Notification by president of Pakistan enacting law against child marriages in the Islamabad Capital Territory. (Christian Daily International-Morning Star News)
LAHORE, Pakistan (Christian Daily International–Morning Star News) – The Christian father of a 13-year-old girl has fought to recover his daughter since July 31, when a court in Pakistan handed custody of her to a Muslim who abducted her and forcibly converted and married her, sources said.
Shahbaz Masih of Sattukatla locality in Lahore, Punjab Province, said Shehryar Ahmad, a 30-year-old Muslim, abducted his daughter, Maria Shahbaz, on July 29 when she stepped outside her home to go to a shop on their street.
“When Maria did not return home, we began searching for her but failed to find her,” Masih told Christian Daily International-Morning Star News. “We later learned that Maria had been taken by Ahmad, who lived in the same locality.”
He filed a First Information Report (FIR) with the Nawab Town Police Station, but on Aug. 1 police informed him that Maria had recorded a statement in the court of Model Town Judicial Magistrate Hassan Sarfaraz Cheema on July 31 that she had converted to Islam and married Ahmad of her own free will.
Masih, a driver and father of five children, said he was shocked to hear of his daughter’s court statement, and that she must have given it under duress as she is just a child.
“I’m still in disbelief that the magistrate admitted her claim that she was 18 years old, whereas her physical appearance also doesn’t support her claim,” he said.
Typically, kidnapped girls in Pakistan, some as young as 10, are abducted, forced to convert to Islam and raped under cover of Islamic “marriages” and are then pressured to record false statements in favor of the kidnappers, rights advocates say. Judges routinely ignore documentary evidence related to the children’s ages, handing them back to kidnappers as their “legal wives.”
Maria had left school a year after the COVID-19 pandemic began and used to work as a domestic help in people’s homes along with her mother to supplement the family income.
Safdar Chaudhry of the Raah-e-Nijaat Ministry, who is helping the impoverished Christian family in their struggle to recover their daughter, said their legal team immediately filed a writ petition in the Lahore High Court for her recovery, but a judge dismissed their petition.
“The judge rejected our petition with the direction to file a petition in the sessions court challenging Maria’s statement before the judicial magistrate in which she had claimed that she was an adult and had contracted marriage with Ahmad of her free will,” Chaudhry said.
Following the high court’s direction, Chaudhry’s team filed a petition for a hearing, which the sessions court today (Sept. 3) admitted.
“We will provide documentary evidence that Maria is a minor and her marriage to Ahmad is in violation of the Punjab Child Marriage Restraint Act which restricts girls under the age of 16 from contracting marriage,” Masih said. “We will also plead the court to order the police and the relevant courts to initiate criminal proceedings against Ahmed and all those who facilitated this sham marriage.”

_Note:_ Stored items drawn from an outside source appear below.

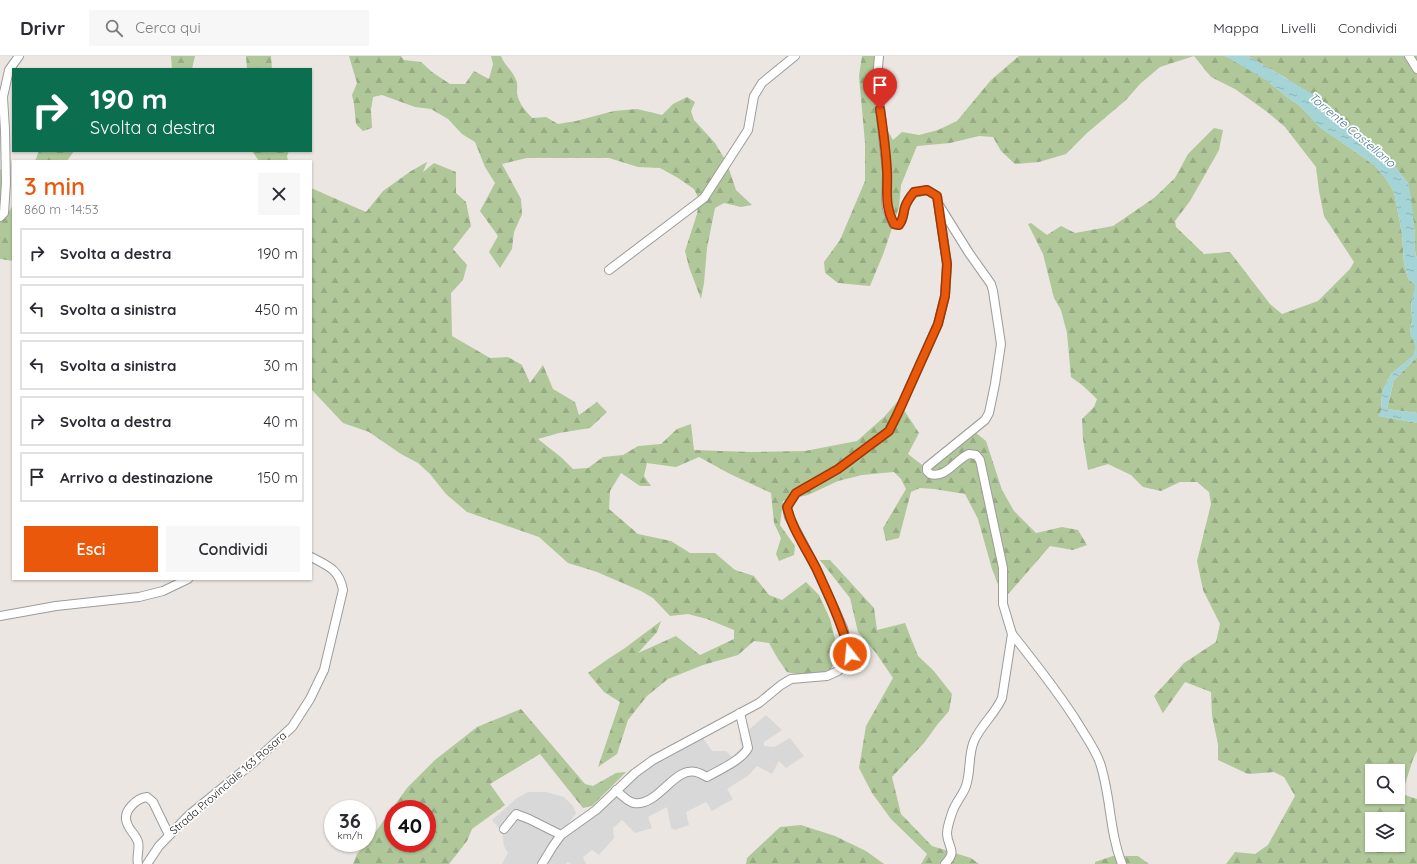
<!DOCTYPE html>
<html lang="it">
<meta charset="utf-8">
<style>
body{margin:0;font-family:Quicksand,sans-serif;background:#f7f7f7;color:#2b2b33;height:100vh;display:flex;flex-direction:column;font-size:15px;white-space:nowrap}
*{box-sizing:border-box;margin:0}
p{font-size:13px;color:#7c7c81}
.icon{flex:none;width:22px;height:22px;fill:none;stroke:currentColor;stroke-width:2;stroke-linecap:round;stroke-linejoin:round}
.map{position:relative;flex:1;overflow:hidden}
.sheet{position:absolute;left:12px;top:104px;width:300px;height:420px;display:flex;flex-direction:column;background:#fff;border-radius:0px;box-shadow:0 1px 3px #0004}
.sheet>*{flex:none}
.hud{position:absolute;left:12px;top:12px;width:300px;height:84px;border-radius:0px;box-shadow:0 1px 3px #0004;background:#0b6e4f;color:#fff;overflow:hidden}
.fabs{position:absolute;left:1365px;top:708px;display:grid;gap:8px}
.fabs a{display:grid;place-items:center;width:40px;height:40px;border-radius:0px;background:#fff;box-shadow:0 1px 3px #0004;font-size:20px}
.speed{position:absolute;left:324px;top:744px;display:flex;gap:8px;font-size:20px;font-weight:700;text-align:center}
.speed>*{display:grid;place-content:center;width:52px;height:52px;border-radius:50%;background:#fff;box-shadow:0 1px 3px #0004;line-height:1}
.speed small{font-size:10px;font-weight:400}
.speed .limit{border:6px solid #d22;background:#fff;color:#111}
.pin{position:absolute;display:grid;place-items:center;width:34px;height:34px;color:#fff;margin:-41px -17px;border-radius:50% 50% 50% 0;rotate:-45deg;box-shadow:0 0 4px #0007}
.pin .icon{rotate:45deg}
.me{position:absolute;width:44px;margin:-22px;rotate:344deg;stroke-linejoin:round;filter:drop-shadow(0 0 3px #0008)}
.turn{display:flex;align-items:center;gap:14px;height:84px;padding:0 12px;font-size:18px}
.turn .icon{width:52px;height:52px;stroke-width:2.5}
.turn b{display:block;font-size:28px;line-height:34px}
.round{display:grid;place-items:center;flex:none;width:42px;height:42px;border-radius:0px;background:#f7f7f7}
.headline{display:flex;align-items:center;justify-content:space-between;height:68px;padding:0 12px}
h1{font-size:24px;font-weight:600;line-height:30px;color:#ea580c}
.button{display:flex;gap:8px;margin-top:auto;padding:8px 12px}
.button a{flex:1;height:46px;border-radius:0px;background:#ea580c;color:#fff;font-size:16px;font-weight:600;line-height:46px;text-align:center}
.button a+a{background:#f7f7f7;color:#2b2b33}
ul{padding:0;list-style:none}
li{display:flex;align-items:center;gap:12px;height:50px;margin:0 8px 6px;padding:0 4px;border:2px solid #e1e1e2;border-radius:0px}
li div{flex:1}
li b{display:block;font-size:15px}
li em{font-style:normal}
header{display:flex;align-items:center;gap:24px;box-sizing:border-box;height:56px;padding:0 20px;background:#fff;border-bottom:1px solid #e1e1e2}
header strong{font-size:19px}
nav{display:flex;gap:22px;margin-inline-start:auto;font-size:14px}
.search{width:280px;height:36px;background:#f7f7f7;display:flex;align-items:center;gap:10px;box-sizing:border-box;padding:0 14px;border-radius:0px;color:#7c7c81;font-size:15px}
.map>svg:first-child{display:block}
</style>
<header>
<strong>Drivr</strong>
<div class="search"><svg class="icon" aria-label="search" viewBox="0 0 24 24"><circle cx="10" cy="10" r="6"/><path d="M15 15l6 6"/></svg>Cerca qui</div>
<nav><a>Mappa</a><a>Livelli</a><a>Condividi</a></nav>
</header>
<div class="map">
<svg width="1417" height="808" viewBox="0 0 1417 808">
<defs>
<pattern id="forest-firs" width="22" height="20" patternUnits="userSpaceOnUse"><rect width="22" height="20" fill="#afc799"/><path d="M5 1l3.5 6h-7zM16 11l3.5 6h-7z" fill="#96aa83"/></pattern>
<pattern id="water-ripples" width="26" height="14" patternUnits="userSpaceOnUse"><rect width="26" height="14" fill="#a4d4d6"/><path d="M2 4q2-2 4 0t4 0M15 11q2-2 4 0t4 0" fill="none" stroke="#8db5b7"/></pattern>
</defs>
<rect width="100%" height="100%" fill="#ebe6e1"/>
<polygon fill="#d9d8d8" points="766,659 782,674 764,686 764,690 774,691 790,682 804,700 786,712 779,705 772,718 757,710 749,719 727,733 733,743 712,755 706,746 686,756 689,769 675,774 671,772 667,751 648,761 652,772 635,777 622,764 613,772 614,782 599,799 592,794 583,801 586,808 571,808 568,806 566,808 502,808 508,797 504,790 502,776 492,764 517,742 528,736 546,736 564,741 573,750 576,757 566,771 602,745 634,713 662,696 699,676 712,695 726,695 732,701 742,691 739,682"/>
<g fill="url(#forest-firs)" fill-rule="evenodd">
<polygon points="171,0 195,0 192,13 172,13"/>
<polygon points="246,0 271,0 272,13 247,13"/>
<path d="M349 0H401L404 4 421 6 432 16 450 28H465L474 15 489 23 493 8 491 0H501C504 9 513 15 516 24 518 28 517 33 517 37 519 48 525 54 532 62L546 61 558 68 576 65 614 55 637 53 662 59 673 48 687 41 695 46 691 55 694 64 715 87 727 107 736 134 752 149 741 151 724 147 715 152 707 192 704 227 701 243 689 211 685 195 697 158 699 143 694 133 678 122 660 112 638 111 609 102H527L502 108 521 143 522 158 514 176 512 193 500 212 489 196 498 180 480 155 495 127 485 111 475 86 462 78 448 63 431 53 415 51 382 39 373 41 371 54 372 72 363 75 356 68 354 48 352 39 357 27Z"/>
<path d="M862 0H874L886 72 893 84 902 76 919 79 938 74 957 65 991 24 1019 0H1225L1246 11 1266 24 1287 41 1300 50 1321 72 1374 109 1386 123 1394 136 1402 178 1404 208 1408 222 1416 230 1411 248 1412 263 1410 277 1416 291 1413 300 1391 318 1382 336 1381 355 1379 360 1417 367V695L1413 703 1402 738 1417 743V808H1226L1235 796 1255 798 1268 789 1295 740 1284 721 1274 716 1248 718 1218 704V688L1212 660 1211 636 1185 626 1163 657 1154 640 1184 607 1216 586 1220 568 1203 534 1197 505 1211 448 1209 436 1197 426H1180L1161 435 1143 431 1131 419 1108 408 1088 414 1083 383 1082 363 1094 351 1097 343 1082 329 1071 321 1067 277 1061 254 1054 242 1043 198 1028 168 1031 167 1047 179 1061 170 1075 177 1113 170 1154 142 1175 122 1188 98 1214 72 1223 74 1219 94 1190 145 1175 165 1176 171 1204 198 1230 196 1270 248 1282 258 1318 245 1350 213 1354 206 1324 160 1319 135 1316 111 1285 71 1266 55 1235 33 1211 21 1194 0 1160 11 1140 28 1126 44 1087 77 1066 98 1039 106 1015 108 1001 95 993 81 979 80 950 87 917 90 901 129 899 151 884 196 870 230 838 227 825 217 824 206 840 184 865 125V87L859 20ZM1372 715H1398V741H1372ZM1372 763H1398V789H1372Z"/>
<polygon points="1248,0 1417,0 1417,203 1415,195 1415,178 1408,127 1392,107 1387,99 1379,98 1370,93 1362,84 1342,68 1333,57 1286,22"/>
<polygon points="39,95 74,95 67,105 35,105"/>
<polygon points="252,95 289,95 287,100 288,105 259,105"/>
<polygon points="427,106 423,116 434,107 456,116 456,137 466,146 471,170 453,193 467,209 463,224 451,237 452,280 490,302 508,301 522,309 530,327 543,309 553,333 575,346 579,359 597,346 607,356 590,372 559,377 538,383 562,402 573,413 588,412 603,401 623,399 638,390 661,388 677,373 691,368 694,394 751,396 805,395 857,385 884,361 898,345 919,377 908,398 926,412 976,377 986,385 1002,434 1014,455 1036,477 1062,471 1078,474 1087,489 1073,494 1050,490 1004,543 992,513 978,463 965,438 934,433 920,432 911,436 899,482 886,485 883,472 906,433 901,423 894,416 862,419 838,425 808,439 783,445 780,469 795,490 794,499 779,505 776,498 781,482 774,467 771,437 730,418 699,401 676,411 647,407 644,420 651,430 640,430 621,417 610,435 609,453 638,478 671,485 690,497 715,497 735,514 754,520 769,539 782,544 806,526 819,539 830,563 839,598 831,613 815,620 796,618 787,616 778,603 769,587 754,585 738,599 703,609 668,623 647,640 628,664 617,698 598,711 620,646 604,636 588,617 608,603 625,592 661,565 657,576 638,597 676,580 700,599 734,583 734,574 707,563 688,558 670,560 653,542 641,535 597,516 568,507 539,481 467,456 446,438 430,418 418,407 401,398 369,376 343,367 311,333 311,132 366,156 383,135 411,115"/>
<polygon points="0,113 3,114 1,150 8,157 13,149 13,205 0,203"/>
<polygon points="1417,301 1417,357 1387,353 1394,324"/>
<polygon points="820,504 830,504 874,552 877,574 905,567 918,600 933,614 952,638 949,655 937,669 924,687 892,721 901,758 932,790 971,802 979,808 921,808 927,798 891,763 872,737 859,712 866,670 893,622 876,597 858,576 850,542"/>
<path d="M521 653 585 728 593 730 616 717 626 716 592 750 583 752 540 698 490 728 505 749 472 773 467 785 449 808H353L357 798 369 785 407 732 435 704 477 671ZM393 753H427V787H393Z"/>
<polygon points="801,769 835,780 866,795 884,808 746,808 747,802 780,771"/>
<polygon points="1113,800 1138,800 1149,808 1095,808 1095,806"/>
</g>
<polygon fill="url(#water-ripples)" points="1225,0 1248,0 1316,40 1342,68 1362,84 1370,93 1379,98 1387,98 1392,107 1408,127 1411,141 1415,178 1415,195 1417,203 1417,301 1394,324 1387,353 1417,357 1417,367 1378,360 1381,355 1382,336 1391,318 1413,300 1416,291 1410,277 1412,263 1411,248 1415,230 1408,222 1404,208 1402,178 1394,136 1386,123 1374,109 1321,72 1300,50 1287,41 1266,24"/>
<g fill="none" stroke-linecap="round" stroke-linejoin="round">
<g stroke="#9c9c9c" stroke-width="10">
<g id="minor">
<polyline points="1409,0 1417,13"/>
<path d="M939 149 969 197 991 228 993 235 1001 288 995 328 989 357 985 364 927 411V415L930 418C946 423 956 403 969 398L976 399 980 404 1003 512V548L1012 578 1002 642C995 658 981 669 974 685 968 699 971 715 966 730 963 739 955 747 952 757 950 763 947 771 947 778 948 793 958 794 945 808"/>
<polyline points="0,161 4,157 6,127 5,74 3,41 9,14 19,0"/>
<polyline points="609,214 704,142 748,74 754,40 762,27 795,0"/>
<polyline points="0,560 56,550 139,541 163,535 188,523"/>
<path d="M1012 578C1036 608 1059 637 1079 669 1086 681 1095 693 1100 707 1111 740 1109 775 1122 808"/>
<path d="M616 734C620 738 628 746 634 747 659 751 675 707 699 717 702 718 705 720 707 721 719 714 742 704 748 692L740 657"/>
<polyline points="504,773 516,758 529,763 561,779"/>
<path d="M138 808C136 801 140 793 138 786 136 779 129 774 127 767 122 755 137 742 147 741L153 746 169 779"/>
<path d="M147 808 159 790 189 759 254 706 292 671 310 643 324 614 343 534C339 513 328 510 311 501"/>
<path d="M542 808 553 790 561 779 596 754 635 717 653 704 759 647 781 629 791 623 827 620 838 615 847 606 850 598 843 572 816 512 789 461 787 451 796 437 838 413 889 375 898 357 938 268 945 240 947 208 937 140 927 134 914 137C910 141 907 145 905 151 903 157 904 163 899 169L893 168 887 153 886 143 887 117 877 23 879 0"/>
</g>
</g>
<use href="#minor" stroke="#fff" stroke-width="8"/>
</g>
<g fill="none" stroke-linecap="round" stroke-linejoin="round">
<g stroke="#983908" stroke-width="10">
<path id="route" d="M850 598C842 568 829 540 816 512 806 492 792 473 787 451L796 437 838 413 889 375 898 357 938 268 945 240 947 208 937 140 927 134 914 136C910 141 907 145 905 151 903 157 904 163 899 169L894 168C884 149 888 135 887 115 886 94 883 73 880 53"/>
</g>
<use href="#route" stroke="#ea580c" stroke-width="7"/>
</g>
<g text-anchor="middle" stroke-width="3.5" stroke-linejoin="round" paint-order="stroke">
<g font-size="11" fill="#1b1b1b" stroke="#fff">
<text transform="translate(228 727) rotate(-41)" y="4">Strada Provinciale 163 Rosara</text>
</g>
<g font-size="12" font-style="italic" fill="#4b7c93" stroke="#fff">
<text transform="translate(1352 74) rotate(40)" y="4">Torrente Castellano</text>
</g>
</g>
</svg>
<div class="fabs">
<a><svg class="icon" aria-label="search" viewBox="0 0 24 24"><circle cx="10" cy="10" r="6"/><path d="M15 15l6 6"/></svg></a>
<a><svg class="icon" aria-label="layers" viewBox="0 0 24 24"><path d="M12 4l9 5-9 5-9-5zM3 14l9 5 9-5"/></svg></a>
</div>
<div class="speed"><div>36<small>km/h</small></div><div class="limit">40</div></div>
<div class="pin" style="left:880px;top:53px;background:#d93025"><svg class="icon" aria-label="arrive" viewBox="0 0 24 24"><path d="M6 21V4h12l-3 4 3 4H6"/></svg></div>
<svg class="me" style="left:850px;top:598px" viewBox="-20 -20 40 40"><circle r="17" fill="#ea580c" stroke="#fff" stroke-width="3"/><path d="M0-11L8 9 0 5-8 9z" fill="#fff"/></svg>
<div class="hud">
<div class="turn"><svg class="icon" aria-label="right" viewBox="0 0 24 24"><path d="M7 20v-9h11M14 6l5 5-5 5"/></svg><div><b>190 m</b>Svolta a destra</div></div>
</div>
<section class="sheet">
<div class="headline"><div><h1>3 min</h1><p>860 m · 14:53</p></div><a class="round"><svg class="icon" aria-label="close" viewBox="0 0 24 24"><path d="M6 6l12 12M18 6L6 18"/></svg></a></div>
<ul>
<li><svg class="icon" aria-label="right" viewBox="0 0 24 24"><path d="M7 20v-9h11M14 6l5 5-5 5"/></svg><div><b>Svolta a destra</b></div><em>190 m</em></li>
<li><svg class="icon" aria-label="left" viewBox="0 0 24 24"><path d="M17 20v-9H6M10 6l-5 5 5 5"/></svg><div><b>Svolta a sinistra</b></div><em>450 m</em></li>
<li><svg class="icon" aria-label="left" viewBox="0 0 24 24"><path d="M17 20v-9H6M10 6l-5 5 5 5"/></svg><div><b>Svolta a sinistra</b></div><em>30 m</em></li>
<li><svg class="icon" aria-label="right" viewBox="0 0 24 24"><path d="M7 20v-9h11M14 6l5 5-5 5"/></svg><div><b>Svolta a destra</b></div><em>40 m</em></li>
<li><svg class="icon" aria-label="arrive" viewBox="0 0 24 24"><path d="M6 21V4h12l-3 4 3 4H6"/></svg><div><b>Arrivo a destinazione</b></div><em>150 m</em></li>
</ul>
<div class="button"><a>Esci</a><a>Condividi</a></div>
</section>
</div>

The advocate demanded that the Punjab government and police ensure implementation of the anti-child marriage law, saying that ineffective implementation of the legislation was causing sexual exploitation of minor girls in the guise of Islamic marriage.
Pakistan President Asif Ali Zardari on May 29 signed into law a landmark bill to curb child marriage, setting the minimum age for marriage for both genders at 18 years in the Islamabad Capital Territory (ICT) despite fierce opposition from Islamist groups, including the country’s top Islamic body, the Council of Islamic Ideology (CII).

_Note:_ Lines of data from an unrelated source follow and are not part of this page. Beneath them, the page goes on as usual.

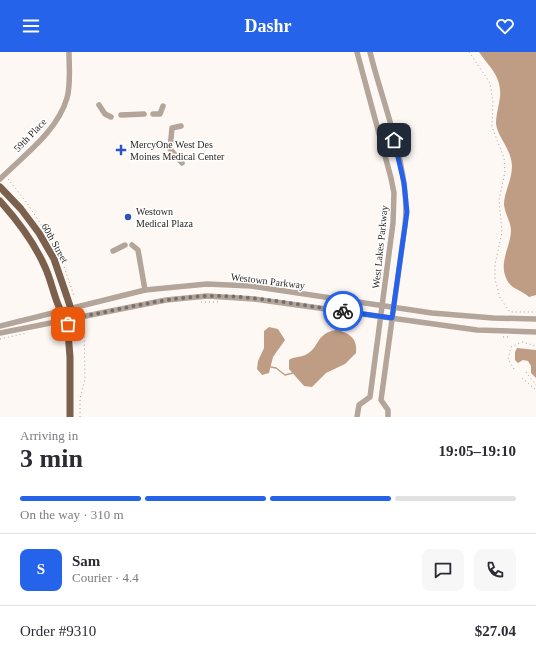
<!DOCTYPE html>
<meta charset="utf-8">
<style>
:root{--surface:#fff;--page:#f7f7f7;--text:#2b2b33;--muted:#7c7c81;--line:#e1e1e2;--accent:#2563eb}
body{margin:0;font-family:Georgia,serif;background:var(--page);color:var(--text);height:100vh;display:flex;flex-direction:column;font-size:15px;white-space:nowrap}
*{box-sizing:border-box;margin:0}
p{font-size:13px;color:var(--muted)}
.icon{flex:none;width:22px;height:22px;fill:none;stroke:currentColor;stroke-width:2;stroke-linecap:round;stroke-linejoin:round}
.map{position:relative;height:365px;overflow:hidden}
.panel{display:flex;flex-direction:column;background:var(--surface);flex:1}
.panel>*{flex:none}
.pin{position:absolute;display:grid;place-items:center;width:34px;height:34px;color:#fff;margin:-17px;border-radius:8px;box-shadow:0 2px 6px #0006}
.courier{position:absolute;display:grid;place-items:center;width:40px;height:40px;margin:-20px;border:3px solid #2563eb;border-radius:50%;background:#fff;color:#222;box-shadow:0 1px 5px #0007}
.head em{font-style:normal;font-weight:700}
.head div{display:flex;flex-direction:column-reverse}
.head{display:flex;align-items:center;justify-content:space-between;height:68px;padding:0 20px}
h1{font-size:26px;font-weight:700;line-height:30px}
.bar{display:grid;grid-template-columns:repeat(4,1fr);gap:6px 4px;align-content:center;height:48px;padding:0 20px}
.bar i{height:5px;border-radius:3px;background:var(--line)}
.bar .current{background:var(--accent)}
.bar p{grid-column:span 4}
.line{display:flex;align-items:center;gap:10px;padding:0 20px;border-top:1px solid var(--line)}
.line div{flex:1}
.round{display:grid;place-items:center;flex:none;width:42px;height:42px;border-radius:8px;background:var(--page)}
header{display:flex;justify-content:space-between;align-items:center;height:52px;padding:0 20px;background:var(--accent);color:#fff;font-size:18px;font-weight:700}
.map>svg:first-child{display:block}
.water{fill:#bf9d85}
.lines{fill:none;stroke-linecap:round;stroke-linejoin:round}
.stream{stroke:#bf9d85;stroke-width:1.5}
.path{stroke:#a7a29f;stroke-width:1;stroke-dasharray:1 3;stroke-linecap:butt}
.minor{stroke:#b4a59a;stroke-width:5.5}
.major{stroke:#7a604d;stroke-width:7}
.done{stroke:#74706d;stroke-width:4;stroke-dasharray:0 7.2}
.route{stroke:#2563eb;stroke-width:5}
.poi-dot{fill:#3051c1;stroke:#fff;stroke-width:1.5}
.labels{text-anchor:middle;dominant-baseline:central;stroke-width:3;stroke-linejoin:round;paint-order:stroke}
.street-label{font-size:10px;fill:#2a2725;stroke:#fff}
.poi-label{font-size:10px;fill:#2a2725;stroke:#fff;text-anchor:start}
</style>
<header><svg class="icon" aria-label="menu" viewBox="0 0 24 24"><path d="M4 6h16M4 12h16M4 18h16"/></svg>Dashr<svg class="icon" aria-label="heart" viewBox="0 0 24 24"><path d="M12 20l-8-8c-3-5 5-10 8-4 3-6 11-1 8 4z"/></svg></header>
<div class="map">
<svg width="536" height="365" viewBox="0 0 536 365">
<rect width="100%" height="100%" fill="#fef8f4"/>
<g class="water">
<path d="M479 0H536V243L529 245C522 238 510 237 506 226 499 210 510 196 511 179 511 170 505 162 504 153 504 140 512 128 512 114 511 96 498 86 496 72 496 63 499 53 500 45 502 24 489 15 479 0Z"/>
<path d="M269 275 278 277 285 288 273 305 269 321 262 323 257 317 258 309 264 296V279Z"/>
<path d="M336 278C349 280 358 287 356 301L345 312 326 321 312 335 304 334 289 317V308C294 304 301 306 307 302 319 296 316 281 336 278Z"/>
<path d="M517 296 536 298V326L531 321V314L528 309 523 308 518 311 515 308V300Z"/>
</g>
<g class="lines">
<path class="stream" d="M271 315 276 316 285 323 293 321"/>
<g class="path">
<path d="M469 0 490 31 493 51 492 75 504 106 505 120 499 148 502 180 495 213V227L500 246 510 260H536"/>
<path d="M8 127 27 151 44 177"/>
<path d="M48 183 61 206 74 244"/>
<path d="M201 250H218"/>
<path d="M503 285H511"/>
<path d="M0 287 27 281"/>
<path d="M514 317 508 307 511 295 522 290 536 294"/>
<path d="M526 320 536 333"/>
<path d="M522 326 536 338"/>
<path d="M80 365V346L85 327 84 270"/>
</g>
<g class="minor">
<path d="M370 0C383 53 411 119 405 173L381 348 388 358V365"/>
<path d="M99 53 105 62 111 65"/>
<path d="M153 62H160L163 54"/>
<path d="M121 63 144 62"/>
<path d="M181 74 172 76 170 97 182 111"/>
<path d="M0 127C24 103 57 80 67 46 71 32 69 15 69 0"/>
<path d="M132 193 138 198 145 238"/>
<path d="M113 199 125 193"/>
<path d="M0 274 145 238 207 232 251 234 432 261 493 266 536 267"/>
<path d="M0 281 166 248 207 244 254 247 477 278 536 280"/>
<path d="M357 365 359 353 370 345 393 171 394 141 391 126 357 0"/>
</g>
<g class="major">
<path d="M0 135 21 157 39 181 54 207 66 242 71 257 67 268 70 305V365"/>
<path d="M0 149C18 169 34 190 45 215 53 232 55 254 67 268"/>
</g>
</g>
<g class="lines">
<path class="done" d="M68 272 67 268 80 265C122 257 164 246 206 244 252 243 298 253 343 259"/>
<path class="route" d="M343 259 392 266 407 160 404 131 394 88"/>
</g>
<g class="poi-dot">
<path d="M119 92h4v4h4v4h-4v4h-4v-4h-4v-4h4z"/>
<circle cx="128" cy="165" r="4"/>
</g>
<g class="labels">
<g class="street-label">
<text transform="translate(30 83) rotate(-46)">59th Place</text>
<text transform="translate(55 191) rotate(61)">60th Street</text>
<text transform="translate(380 195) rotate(-84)">West Lakes Parkway</text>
<text transform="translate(268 229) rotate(7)">Westown Parkway</text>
</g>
<g class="poi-label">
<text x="130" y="92">MercyOne West Des<tspan x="130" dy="12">Moines Medical Center</tspan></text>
<text x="136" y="159">Westown<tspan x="136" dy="12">Medical Plaza</tspan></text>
</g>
</g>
</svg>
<div class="pin" style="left:68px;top:272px;background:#ea580c"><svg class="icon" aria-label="bag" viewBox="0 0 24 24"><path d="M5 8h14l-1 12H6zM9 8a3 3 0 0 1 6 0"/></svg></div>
<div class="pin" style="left:394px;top:88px;background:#1f2937"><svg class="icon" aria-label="home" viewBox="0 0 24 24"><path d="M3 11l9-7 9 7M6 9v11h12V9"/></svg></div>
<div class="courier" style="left:343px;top:259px"><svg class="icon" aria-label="bike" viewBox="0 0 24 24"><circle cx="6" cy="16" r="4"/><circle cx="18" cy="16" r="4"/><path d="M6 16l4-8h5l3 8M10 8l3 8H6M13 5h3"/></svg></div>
</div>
<section class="panel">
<div class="head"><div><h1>3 min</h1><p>Arriving in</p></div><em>19:05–19:10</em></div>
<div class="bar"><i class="current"></i><i class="current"></i><i class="current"></i><i></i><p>On the way · 310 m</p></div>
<div class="line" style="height:72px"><b class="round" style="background:var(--accent);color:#fff">S</b><div><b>Sam</b><p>Courier · 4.4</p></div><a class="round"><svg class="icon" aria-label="chat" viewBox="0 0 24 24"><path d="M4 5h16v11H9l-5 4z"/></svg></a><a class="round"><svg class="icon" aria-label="phone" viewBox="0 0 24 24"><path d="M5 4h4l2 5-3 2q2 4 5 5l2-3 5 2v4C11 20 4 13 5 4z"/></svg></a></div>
<div class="line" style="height:52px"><div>Order #9310</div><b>$27.04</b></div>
</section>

The CII declared that classifying marriage under the age of 18 as rape did not conform with sharia (Islamic law).
A similar bill has been awaiting a vote in the Punjab Provincial Assembly since April 25, 2024. Currently the minimum age for girls to marry is still 16 in the province. Nationally, the Christian Marriage (Amendment) Act 2024 set the marriageable age at 18 only for Christians; if they convert to Islam, girls considered Muslims come under sharia, which allows them to marry younger.
Pakistan, whose population is more than 96 percent Muslim, ranked eighth on Open Doors’ 2025 World Watch List of the most difficult places to be a Christian.